George The Dispatcher jumped to his feet and ran over to me by the window. My father held up a halting hand without ever taking his eyes off Luka who was now crying into his folded arms with such deep, racking sobs that the table shook. My father went to Luka and pulled his shoulders off the table. Luka's head fell back as if his neck were made of rubber. His mouth was open like a newborn chick craning desperately for nourishment. The pencil had penetrated his leg and broken in half. My father pulled it out of his leg and threw it into the corner.

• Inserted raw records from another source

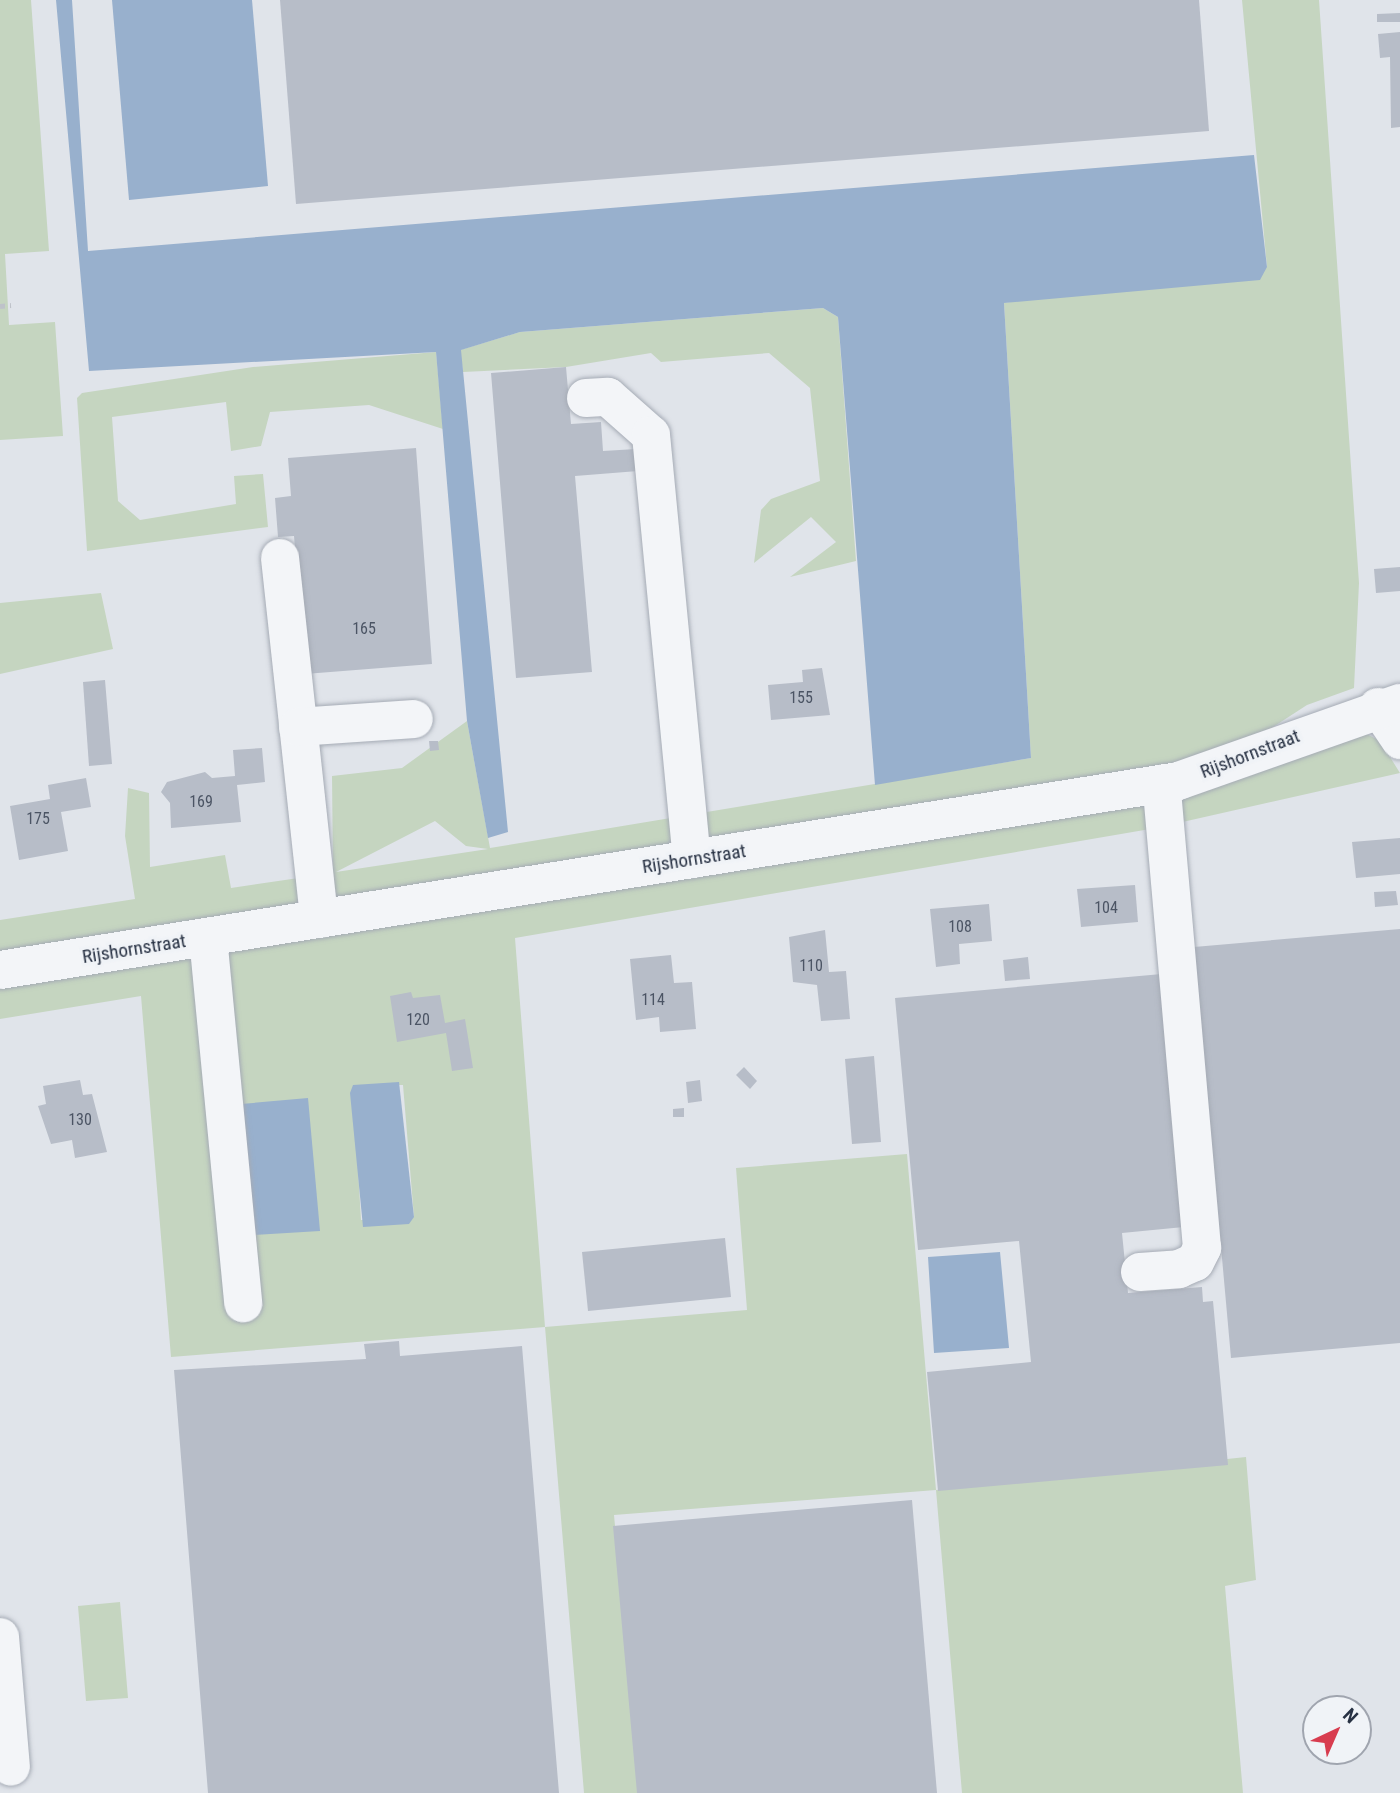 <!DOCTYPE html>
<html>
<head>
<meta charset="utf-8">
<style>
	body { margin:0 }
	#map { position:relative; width:1400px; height:1793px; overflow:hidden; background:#e0e4ea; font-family:"Roboto Condensed",sans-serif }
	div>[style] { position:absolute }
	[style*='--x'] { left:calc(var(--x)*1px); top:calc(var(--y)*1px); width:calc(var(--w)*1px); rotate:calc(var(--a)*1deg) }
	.green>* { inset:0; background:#c5d5c0 }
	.water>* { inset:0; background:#98b0cd }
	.building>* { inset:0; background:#b7bdc8 }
	.path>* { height:4.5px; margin-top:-2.25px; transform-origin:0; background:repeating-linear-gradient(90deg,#bec2c9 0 5px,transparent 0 10px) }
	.roads { filter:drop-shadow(0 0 2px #a5abb5) drop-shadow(0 0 2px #a5abb5) }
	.minor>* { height:38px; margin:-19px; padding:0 19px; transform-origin:19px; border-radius:19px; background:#f3f5f8 }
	span { translate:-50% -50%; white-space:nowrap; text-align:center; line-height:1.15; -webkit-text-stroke:7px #f0f3f7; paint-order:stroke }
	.number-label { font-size:16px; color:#4b5464 }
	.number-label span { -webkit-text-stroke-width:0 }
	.street-label { font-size:19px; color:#273143 }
	.north { position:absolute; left:1302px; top:1695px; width:70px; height:70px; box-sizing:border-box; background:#f0f3f7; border:2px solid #a0a5af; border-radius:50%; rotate:44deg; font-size:19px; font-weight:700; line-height:28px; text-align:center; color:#273143 }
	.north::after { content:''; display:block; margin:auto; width:24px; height:32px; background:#d83c4f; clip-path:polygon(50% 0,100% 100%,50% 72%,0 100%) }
</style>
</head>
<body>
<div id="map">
	<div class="green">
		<i style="clip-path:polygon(0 0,31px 0,49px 251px,5px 254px,9px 325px,55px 322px,63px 436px,0 440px)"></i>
		<i style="clip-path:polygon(evenodd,1242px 0,1319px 0,1359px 583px,1354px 688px,1307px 705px,1241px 748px,1175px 767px,0 951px,0 920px,135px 899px,125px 836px,128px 788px,149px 793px,150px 867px,225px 855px,231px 888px,333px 873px,332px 776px,402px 768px,467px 721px,490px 848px,1031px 758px,1004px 303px,1267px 267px,1242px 0,435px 821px,466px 846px,488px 849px,336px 872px,435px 821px)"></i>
		<i style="clip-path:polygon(823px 308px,838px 317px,856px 561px,790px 577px,836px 542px,811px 517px,754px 563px,761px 510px,771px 499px,820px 481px,810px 388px,769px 353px,661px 362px,651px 353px,566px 367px,463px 372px,460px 350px,520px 332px)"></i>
		<i style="clip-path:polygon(436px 352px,443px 429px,369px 405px,270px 412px,261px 446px,231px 451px,226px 402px,112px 417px,118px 501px,140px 520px,236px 504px,234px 476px,263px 474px,268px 527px,87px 551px,77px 398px,82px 393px,253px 367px)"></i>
		<i style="clip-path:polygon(101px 593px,113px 649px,0 674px,0 603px)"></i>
		<i style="clip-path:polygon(evenodd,1363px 732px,1380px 741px,1400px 773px,1156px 828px,515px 938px,545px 1327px,747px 1310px,736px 1168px,907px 1154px,936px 1490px,1246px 1457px,1256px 1580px,1225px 1586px,1243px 1793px,962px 1793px,936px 1490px,614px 1515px,640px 1793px,584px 1793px,545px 1327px,171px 1357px,141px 996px,0 1019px,0 981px,1218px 786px,1363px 732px,353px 1085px,403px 1085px,414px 1217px,361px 1220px,353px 1085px)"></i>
		<i style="clip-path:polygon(120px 1602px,128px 1698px,86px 1701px,78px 1606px)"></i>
	</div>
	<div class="water">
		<i style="clip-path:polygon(56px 0,72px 0,88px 251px,1254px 155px,1267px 267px,1260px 280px,1004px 303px,1031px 758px,875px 785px,838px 317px,823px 308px,520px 332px,461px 350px,508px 832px,488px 838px,467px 721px,436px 352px,89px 371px)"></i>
		<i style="clip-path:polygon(112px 0,252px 0,268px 186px,129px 200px)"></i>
		<i style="clip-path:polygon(399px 1082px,414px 1217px,409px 1224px,363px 1227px,350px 1093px,353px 1085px)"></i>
		<i style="clip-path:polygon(308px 1098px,320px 1231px,252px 1235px,241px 1104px)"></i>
		<i style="clip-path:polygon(1000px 1252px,1009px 1348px,934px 1353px,928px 1257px)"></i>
	</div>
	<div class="building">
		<i style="clip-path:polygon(280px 0,1199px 0,1209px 131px,296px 204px)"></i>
		<i style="clip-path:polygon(1400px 13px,1400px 22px,1377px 22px,1377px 14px)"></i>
		<i style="clip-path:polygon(1400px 32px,1400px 127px,1391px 128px,1390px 57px,1380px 58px,1378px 34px)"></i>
		<i style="clip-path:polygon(566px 367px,571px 424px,601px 422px,603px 451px,636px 449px,638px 471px,575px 476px,592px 672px,516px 678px,491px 373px)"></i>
		<i style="clip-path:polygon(416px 448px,432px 664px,305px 674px,294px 536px,278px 537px,275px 498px,291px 496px,288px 458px)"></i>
		<i style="clip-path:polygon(1400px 567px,1400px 591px,1376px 593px,1374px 569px)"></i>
		<i style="clip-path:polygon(822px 668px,830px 715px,771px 720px,768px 685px,803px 682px,802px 670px)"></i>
		<i style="clip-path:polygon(105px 680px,112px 764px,89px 766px,83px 682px)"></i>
		<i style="clip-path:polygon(429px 741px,438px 741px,439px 750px,430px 751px)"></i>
		<i style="clip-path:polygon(262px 748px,265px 782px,237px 785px,241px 822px,171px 828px,170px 803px,161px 792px,167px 782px,205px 772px,212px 778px,235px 776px,233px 750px)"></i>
		<i style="clip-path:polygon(86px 778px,91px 807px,61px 812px,68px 851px,19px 860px,10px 806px,50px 799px,48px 785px)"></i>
		<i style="clip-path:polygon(1400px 838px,1400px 874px,1356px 878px,1352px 842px)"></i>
		<i style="clip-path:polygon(1135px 885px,1138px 922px,1081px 927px,1077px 889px)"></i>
		<i style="clip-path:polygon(1396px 891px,1398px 905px,1375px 907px,1374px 892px)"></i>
		<i style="clip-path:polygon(989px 904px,992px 941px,959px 944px,960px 964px,936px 967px,930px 909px)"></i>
		<i style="clip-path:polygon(1400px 929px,1400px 1343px,1231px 1358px,1194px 947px)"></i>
		<i style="clip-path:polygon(825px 930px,829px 972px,846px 971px,850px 1019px,821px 1021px,817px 985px,793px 982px,789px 937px)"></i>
		<i style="clip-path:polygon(671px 955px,674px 983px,692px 982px,696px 1029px,660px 1032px,659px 1017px,636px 1020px,630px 959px)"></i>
		<i style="clip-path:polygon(1028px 957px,1030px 979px,1005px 981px,1003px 960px)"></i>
		<i style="clip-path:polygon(1173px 973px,1194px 1226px,1122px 1233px,1128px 1293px,1202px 1287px,1203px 1302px,1213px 1301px,1228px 1465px,938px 1491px,927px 1372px,1031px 1362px,1019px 1241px,918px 1250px,895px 998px)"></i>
		<i style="clip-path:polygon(411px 992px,413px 998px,440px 995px,445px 1023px,465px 1019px,473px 1068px,452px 1071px,446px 1033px,397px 1042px,390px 996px)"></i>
		<i style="clip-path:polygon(874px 1056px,881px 1142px,852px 1144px,845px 1059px)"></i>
		<i style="clip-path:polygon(744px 1067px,757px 1081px,750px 1089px,736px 1075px)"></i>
		<i style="clip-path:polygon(80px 1080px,83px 1095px,92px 1094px,107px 1152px,75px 1158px,72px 1140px,51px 1144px,38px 1106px,46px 1104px,43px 1086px)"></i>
		<i style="clip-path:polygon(700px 1080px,702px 1101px,688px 1103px,686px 1082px)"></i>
		<i style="clip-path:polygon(684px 1108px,684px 1117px,673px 1117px,673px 1109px)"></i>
		<i style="clip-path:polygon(725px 1238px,731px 1297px,588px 1311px,582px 1252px)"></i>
		<i style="clip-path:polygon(399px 1341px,400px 1356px,522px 1346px,559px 1793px,208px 1793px,174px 1370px,366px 1359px,364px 1344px)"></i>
		<i style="clip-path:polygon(912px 1500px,937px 1793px,637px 1793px,613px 1526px)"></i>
	</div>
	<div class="path">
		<i style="--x:0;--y:306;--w:11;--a:-5"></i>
	</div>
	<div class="roads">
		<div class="minor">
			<i style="--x:586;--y:398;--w:22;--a:-3"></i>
			<i style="--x:608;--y:397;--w:57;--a:41.5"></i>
			<i style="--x:651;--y:435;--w:426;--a:84.5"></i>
			<i style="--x:280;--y:558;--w:363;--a:83.8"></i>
			<i style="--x:1378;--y:707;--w:40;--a:56"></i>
			<i style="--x:298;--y:727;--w:116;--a:-3.9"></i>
			<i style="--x:208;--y:937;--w:368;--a:84.5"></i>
			<i style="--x:0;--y:970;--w:1193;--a:-9.11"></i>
			<i style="--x:1178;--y:781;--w:235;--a:-19.4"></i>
			<i style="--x:1140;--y:1272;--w:39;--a:-4"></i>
			<i style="--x:1179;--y:1269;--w:17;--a:-24"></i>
			<i style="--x:1195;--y:1262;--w:16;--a:-63"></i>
			<i style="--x:1202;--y:1248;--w:466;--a:-95"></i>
			<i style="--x:0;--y:1637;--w:130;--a:85.2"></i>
		</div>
	</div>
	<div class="number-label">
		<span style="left:364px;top:629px">165</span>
		<span style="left:801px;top:698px">155</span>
		<span style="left:201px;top:802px">169</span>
		<span style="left:38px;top:819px">175</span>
		<span style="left:1106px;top:908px">104</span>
		<span style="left:960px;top:927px">108</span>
		<span style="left:811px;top:966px">110</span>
		<span style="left:653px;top:1000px">114</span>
		<span style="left:418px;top:1020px">120</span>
		<span style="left:80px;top:1120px">130</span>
	</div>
	<div class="street-label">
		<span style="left:1250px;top:754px;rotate:-21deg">Rijshornstraat</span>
		<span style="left:694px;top:859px;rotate:-9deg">Rijshornstraat</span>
		<span style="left:134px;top:949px;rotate:-9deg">Rijshornstraat</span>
	</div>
	<div class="north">N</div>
</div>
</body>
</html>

Luka appeared oblivious to the operation.
I know now that the truth penetrates by degrees; going deeper and deeper and deeper. There's the truth that something bad happened which is an assault to the mind. Then the truth of grief; an assault to the heart. And finally, the truth of shame, an assault to the soul. Luka may not have killed his family, but he didn't do anything to save them either. He was absent that night. He had not been present for years. He had wept for himself, and now at last, he was weeping for them.
And this was no accident. My father had done this to Luka intentionally. He could see what I had failed to see –– that Luka was completely detached from any feeling. Breaking through Luka's shock was an essential and very tricky business. He was of little use as he was. There were truths locked in there with his feelings, but more importantly, his lack of feeling made him appear guilty; even cold-blooded. Many innocent men have passed through trial and onto the gallows wrapped in that same shroud of shock; convicted in large part because of it.
Luka's crying subsided into sporadic chokes and sighs until he was breathing fully and more deeply than he had in years. My father stood by Luka's side with his hand on his shoulder. George finally lost interest and moved back to his counter.
"Did you kill them, Luka?"
"No," Luka said, "I couldn't have."
"Do you have any idea who did?"
"No. No one."
"The police say you left the bar at 1:30. How long does it take you to get home."
"Ten –– fifteen minutes, I guess."
"And the truth is you don't know what you did from 1:45 that morning until you woke up about 8:30 that same morning. Is that right?"
"I didn't kill them, I know that! Don't you think I'd know?"
"I don't know."
"I couldn't have killed them. I couldn't!"